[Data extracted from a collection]

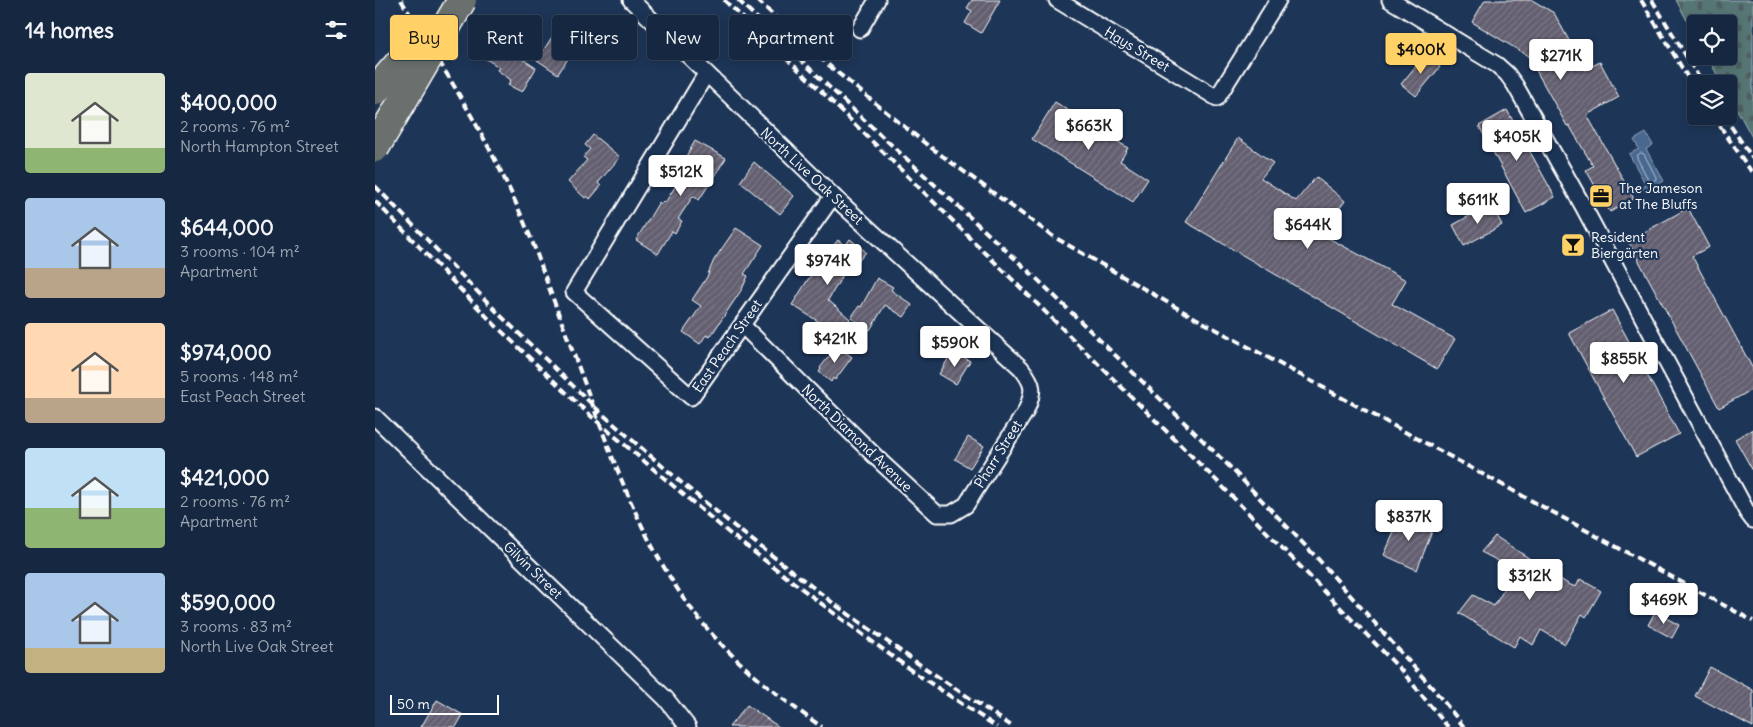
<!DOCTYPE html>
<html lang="en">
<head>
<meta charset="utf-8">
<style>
  body { margin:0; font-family:Delius,sans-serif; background:#1f3048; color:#f1f3f6; height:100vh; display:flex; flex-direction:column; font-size:19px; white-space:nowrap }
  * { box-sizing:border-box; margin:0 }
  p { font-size:16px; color:#9ea6b1 }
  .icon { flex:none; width:28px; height:28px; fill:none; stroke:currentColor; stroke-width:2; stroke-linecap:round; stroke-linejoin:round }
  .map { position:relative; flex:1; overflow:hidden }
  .sheet { display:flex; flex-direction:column; background:#162841; width:375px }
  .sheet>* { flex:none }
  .hud { position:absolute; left:15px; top:15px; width:475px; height:45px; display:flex; gap:10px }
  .buttons { position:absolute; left:1312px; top:15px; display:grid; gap:10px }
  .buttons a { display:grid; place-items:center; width:50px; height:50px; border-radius:5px; background:#162841; box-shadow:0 2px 8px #0003,0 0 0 1px #35445a; font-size:25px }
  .scale { position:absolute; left:15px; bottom:12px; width:109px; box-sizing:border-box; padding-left:5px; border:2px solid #fff; border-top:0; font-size:14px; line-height:18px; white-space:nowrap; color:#fff; -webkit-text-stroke:4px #1d3557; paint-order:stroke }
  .price { position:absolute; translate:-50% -42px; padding:0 11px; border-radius:5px; background:#fff; color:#222; font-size:16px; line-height:32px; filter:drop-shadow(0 1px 2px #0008) }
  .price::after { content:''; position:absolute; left:50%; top:30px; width:15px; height:11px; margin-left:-8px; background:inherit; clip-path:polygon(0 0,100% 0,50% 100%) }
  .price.active { background:#ffd166; color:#111 }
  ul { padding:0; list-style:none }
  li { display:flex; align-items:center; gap:15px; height:125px; padding:0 25px }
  li span { display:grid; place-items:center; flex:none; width:140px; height:100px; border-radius:5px; color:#555 }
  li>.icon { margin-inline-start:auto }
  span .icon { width:60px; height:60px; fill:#fffc; stroke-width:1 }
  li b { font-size:21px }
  h2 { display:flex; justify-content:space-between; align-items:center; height:60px; padding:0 25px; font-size:21px }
  .chip { padding:0 18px; border-radius:5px; background:#162841; box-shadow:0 2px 8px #0003,0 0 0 1px #35445a; font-size:18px; line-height:45px }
  .chip.active { background:#ffd166; color:#111 }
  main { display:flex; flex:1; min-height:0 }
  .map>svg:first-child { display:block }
</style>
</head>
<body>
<main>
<section class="sheet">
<h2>14 homes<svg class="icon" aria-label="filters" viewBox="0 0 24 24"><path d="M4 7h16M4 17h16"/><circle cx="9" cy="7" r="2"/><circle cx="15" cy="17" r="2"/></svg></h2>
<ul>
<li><span style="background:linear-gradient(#dfe7d0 75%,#8fb573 0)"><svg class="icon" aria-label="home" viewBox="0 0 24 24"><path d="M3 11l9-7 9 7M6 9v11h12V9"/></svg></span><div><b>$400,000</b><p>2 rooms · 76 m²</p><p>North Hampton Street</p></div></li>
<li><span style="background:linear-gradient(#a9c7e8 70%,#b9a48a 0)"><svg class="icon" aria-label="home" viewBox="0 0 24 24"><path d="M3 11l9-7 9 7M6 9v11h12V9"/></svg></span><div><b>$644,000</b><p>3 rooms · 104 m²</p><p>Apartment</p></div></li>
<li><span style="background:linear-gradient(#ffd9b3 75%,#b9a48a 0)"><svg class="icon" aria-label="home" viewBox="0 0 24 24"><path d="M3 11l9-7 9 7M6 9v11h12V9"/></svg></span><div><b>$974,000</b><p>5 rooms · 148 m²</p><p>East Peach Street</p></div></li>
<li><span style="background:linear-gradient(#bfe0f5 60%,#8fb573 0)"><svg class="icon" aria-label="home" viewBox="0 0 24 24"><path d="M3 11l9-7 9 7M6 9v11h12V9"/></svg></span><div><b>$421,000</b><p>2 rooms · 76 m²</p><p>Apartment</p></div></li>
<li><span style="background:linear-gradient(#a9c7e8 75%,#c2b280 0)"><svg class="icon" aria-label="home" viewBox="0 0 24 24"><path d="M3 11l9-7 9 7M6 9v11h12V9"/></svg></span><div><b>$590,000</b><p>3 rooms · 83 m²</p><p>North Live Oak Street</p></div></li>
</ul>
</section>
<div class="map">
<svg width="1378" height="727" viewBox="0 0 1378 727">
  <defs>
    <pattern id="cemetery-stones" width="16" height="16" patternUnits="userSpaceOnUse" patternTransform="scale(1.25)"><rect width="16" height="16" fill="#567574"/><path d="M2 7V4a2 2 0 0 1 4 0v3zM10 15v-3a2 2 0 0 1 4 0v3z" fill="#505e5e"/></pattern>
    <pattern id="building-hatch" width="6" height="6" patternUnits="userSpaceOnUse" patternTransform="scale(1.25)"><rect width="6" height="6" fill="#635f70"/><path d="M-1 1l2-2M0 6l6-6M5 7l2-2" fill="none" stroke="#7a7785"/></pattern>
  </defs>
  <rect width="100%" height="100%" fill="#1d3557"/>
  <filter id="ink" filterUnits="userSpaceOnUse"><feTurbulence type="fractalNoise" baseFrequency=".02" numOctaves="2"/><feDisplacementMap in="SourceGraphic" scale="10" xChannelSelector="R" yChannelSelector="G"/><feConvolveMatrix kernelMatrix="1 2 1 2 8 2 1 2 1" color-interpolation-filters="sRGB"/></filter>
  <g filter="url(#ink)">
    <path fill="url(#cemetery-stones)" stroke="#aababa" d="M1301,0H1378V139L1354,95V84H1347L1332,56H1354V24H1321V37Z"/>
    <path fill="#49688f" stroke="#92a4bc" d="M1271,133L1278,145L1271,149L1289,181L1270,192L1267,188L1271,185L1254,154L1264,149L1259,140Z"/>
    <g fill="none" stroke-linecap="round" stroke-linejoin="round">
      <path stroke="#b6c3d2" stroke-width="1" d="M1266,153L1269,154L1281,177V179L1277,182L1274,181L1262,158V156Z"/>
    </g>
    <path fill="url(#building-hatch)" stroke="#fff" d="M597,0H625L606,33L590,23L597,11L592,8Z
      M1110,0H1157L1179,13L1210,70L1225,62L1244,97L1212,115L1259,199L1235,212L1211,170L1218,166L1194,125L1192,126L1153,56L1097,22Z
      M236,26L252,40L233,62L218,48Z
      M114,37L161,68L147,92L133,85L136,80L122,70L124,67L103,54Z
      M177,37L198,51L183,74L162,60Z
      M1050,55L1065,67L1041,96L1026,84Z
      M680,102L753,148L745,161L773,179L758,202L657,139Z
      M1132,110L1180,197L1151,213L1104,126Z
      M218,135L245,157L223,183L226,186L215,199L212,196L210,198L193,182L212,160L208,157L215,149L210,145Z
      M863,138L898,163L886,178L921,201L941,177L970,201L946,234L1031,280L1017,304L1080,339L1062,369L811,222Z
      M320,141L351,158L324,200L318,196L303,219L307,221L300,233L297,231L283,254L261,240L284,202L286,204L288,201L290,203L316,161L310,158Z
      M379,162L419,196L405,214L365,182Z
      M1116,204L1127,225L1089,246L1078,225Z
      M1313,208L1334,247L1317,256L1378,369V389L1344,408L1253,241Z
      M361,228L388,245L369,274L373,276L367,289L335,337L331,335L325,344L308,332L326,306L317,300L334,274H333L339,260Z
      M475,239L491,252L475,271L472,268L453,300L475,319L459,338L451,331L454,328L417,305L444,262L463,240L470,246Z
      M502,278L518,287L516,290L537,305L529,317L510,305L495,330L476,318L484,306L486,307Z
      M1237,310L1304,434L1261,457L1194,333Z
      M462,346L477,357L460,380L458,378L456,382L444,372L446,369L445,368Z
      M578,351L595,361L581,384L564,374Z
      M1378,429V471L1360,439Z
      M593,437L609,446L595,468L580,459Z
      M1028,512L1058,529L1042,570L1009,555Z
      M1120,536L1193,584L1201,587L1205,579L1226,591L1211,617L1207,614L1190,644L1166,630L1158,645L1145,636L1139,647L1084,613L1098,595L1119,606L1141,570L1106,552Z
      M1280,612L1304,625L1297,638L1273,625Z
      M1335,667L1378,690V727L1320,696Z
      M62,700L88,715L81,727H46Z
      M372,705L404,727H354Z"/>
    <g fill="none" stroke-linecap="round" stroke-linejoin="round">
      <defs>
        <path id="street" d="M256,0L458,196L646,368C660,385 659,391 651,411L591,505L576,514H562L508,464L367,325
          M682,0L842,98L903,0
          M1015,0L1122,65L1132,74L1140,85L1208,206L1372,512L1378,520
          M485,29L502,0
          M331,74L199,292L316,397L458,196
          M0,417L291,699L313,727"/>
      </defs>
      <use href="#street" stroke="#fff" stroke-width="19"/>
      <use href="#street" stroke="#1d3557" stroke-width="15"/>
      <path stroke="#fff" stroke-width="4" stroke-dasharray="8 4" stroke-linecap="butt" d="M26,0C73,75 118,146 152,229C160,247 166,266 173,285C190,331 207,376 224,422C250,492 278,561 325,620C359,662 403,697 447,727
        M349,0L444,89L845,484L1027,671L1073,727
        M363,0L472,104L661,278L854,466L944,560L1061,692L1089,727
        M382,0L458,69L551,144L679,237L811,313L1378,621
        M1266,0L1321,91
        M1277,0L1328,84
        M1338,116L1378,174
        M1349,116L1378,159
        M0,186L126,316L225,412L308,484L359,526L462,606L541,662L638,727
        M0,201L119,324L217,417L354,533L456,611L537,671L622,727"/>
      <defs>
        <path id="highway-bridge" d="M0,91L53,30
          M0,148L87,0"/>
      </defs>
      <use href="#highway-bridge" stroke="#fff" stroke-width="31" stroke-linecap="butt"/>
      <use href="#highway-bridge" stroke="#6b706d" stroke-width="28"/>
    </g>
  </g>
  <defs>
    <symbol id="office-square" viewBox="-11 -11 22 22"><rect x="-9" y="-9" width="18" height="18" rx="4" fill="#ffd166" stroke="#1d3557"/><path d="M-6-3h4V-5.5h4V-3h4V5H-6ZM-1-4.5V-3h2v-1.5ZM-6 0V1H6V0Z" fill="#111"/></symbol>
    <symbol id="bar-square" viewBox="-11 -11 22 22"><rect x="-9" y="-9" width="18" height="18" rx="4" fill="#ffd166" stroke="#1d3557"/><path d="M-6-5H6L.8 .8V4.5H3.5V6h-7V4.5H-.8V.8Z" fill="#111"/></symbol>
  </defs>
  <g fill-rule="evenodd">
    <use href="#office-square" x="1212" y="182" width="28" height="28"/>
    <use href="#bar-square" x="1184" y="231" width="28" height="28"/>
  </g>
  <g text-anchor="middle" stroke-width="4.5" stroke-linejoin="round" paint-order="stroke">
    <g font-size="14" fill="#fff" stroke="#1d3557">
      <text transform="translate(762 49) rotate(31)" y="5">Hays Street</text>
      <text transform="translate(437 176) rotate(43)" y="5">North Live Oak Street</text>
      <text transform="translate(352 346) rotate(-55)" y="5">East Peach Street</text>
      <text transform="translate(482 438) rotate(44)" y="5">North Diamond Avenue</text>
      <text transform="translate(623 454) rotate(-58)" y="5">Pharr Street</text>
      <text transform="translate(158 570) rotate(44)" y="5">Gilvin Street</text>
    </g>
    <g font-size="14" fill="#fff" stroke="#1d3557" text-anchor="start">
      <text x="1244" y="193">The Jameson<tspan x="1244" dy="16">at The Bluffs</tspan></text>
      <text x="1216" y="242">Resident<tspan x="1216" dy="16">Biergärten</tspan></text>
    </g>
  </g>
</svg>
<div class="buttons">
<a><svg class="icon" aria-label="locate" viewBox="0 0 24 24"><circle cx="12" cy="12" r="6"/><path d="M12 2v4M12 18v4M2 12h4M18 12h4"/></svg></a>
<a><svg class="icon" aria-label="layers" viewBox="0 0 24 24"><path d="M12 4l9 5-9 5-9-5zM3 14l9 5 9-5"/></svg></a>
</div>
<div class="scale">50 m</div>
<b class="price active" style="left:1046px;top:75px">$400K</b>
<b class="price" style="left:1186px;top:81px">$271K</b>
<b class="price" style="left:714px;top:151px">$663K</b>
<b class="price" style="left:1142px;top:162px">$405K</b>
<b class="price" style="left:306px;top:197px">$512K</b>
<b class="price" style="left:1103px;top:225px">$611K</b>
<b class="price" style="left:933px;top:250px">$644K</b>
<b class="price" style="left:453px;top:286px">$974K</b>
<b class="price" style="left:460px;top:364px">$421K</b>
<b class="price" style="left:580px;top:368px">$590K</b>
<b class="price" style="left:1249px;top:384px">$855K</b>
<b class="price" style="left:1034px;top:542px">$837K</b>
<b class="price" style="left:1155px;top:601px">$312K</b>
<b class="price" style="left:1289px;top:625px">$469K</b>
<div class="hud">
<a class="chip active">Buy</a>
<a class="chip">Rent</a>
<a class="chip">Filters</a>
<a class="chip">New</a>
<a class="chip">Apartment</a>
</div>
</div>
</main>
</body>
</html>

Problem statement:
Copy out each line of the data containing the string "buttons".

Written reply:
  .buttons { position:absolute; left:1312px; top:15px; display:grid; gap:10px }
  .buttons a { display:grid; place-items:center; width:50px; height:50px; border-radius:5px; background:#162841; box-shadow:0 2px 8px #0003,0 0 0 1px #35445a; font-size:25px }
<div class="buttons">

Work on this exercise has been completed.